** Opening Record extracts block **
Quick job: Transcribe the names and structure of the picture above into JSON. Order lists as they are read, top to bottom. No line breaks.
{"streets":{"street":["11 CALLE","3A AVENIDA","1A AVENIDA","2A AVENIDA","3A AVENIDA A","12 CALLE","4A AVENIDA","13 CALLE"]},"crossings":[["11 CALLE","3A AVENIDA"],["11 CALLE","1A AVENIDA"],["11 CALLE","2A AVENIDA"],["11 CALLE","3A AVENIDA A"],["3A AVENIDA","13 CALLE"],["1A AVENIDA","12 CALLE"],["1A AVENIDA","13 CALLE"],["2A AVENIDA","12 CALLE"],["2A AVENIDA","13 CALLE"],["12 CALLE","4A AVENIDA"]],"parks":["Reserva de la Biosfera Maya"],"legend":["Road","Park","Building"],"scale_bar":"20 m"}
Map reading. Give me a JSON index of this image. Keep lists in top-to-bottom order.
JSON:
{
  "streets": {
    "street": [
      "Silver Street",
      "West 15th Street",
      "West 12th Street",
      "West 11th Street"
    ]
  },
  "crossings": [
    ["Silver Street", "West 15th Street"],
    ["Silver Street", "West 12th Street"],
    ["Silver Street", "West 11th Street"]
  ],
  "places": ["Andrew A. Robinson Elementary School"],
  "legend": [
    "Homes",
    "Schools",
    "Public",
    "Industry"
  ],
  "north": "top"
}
** Closing Record extracts block **
Problem to work on
Repeat the records above exactly, with nothing left out.

Solution to the exercise
Quick job: Transcribe the names and structure of the picture above into JSON. Order lists as they are read, top to bottom. No line breaks.
{"streets":{"street":["11 CALLE","3A AVENIDA","1A AVENIDA","2A AVENIDA","3A AVENIDA A","12 CALLE","4A AVENIDA","13 CALLE"]},"crossings":[["11 CALLE","3A AVENIDA"],["11 CALLE","1A AVENIDA"],["11 CALLE","2A AVENIDA"],["11 CALLE","3A AVENIDA A"],["3A AVENIDA","13 CALLE"],["1A AVENIDA","12 CALLE"],["1A AVENIDA","13 CALLE"],["2A AVENIDA","12 CALLE"],["2A AVENIDA","13 CALLE"],["12 CALLE","4A AVENIDA"]],"parks":["Reserva de la Biosfera Maya"],"legend":["Road","Park","Building"],"scale_bar":"20 m"}
Map reading. Give me a JSON index of this image. Keep lists in top-to-bottom order.
JSON:
{
  "streets": {
    "street": [
      "Silver Street",
      "West 15th Street",
      "West 12th Street",
      "West 11th Street"
    ]
  },
  "crossings": [
    ["Silver Street", "West 15th Street"],
    ["Silver Street", "West 12th Street"],
    ["Silver Street", "West 11th Street"]
  ],
  "places": ["Andrew A. Robinson Elementary School"],
  "legend": [
    "Homes",
    "Schools",
    "Public",
    "Industry"
  ],
  "north": "top"
}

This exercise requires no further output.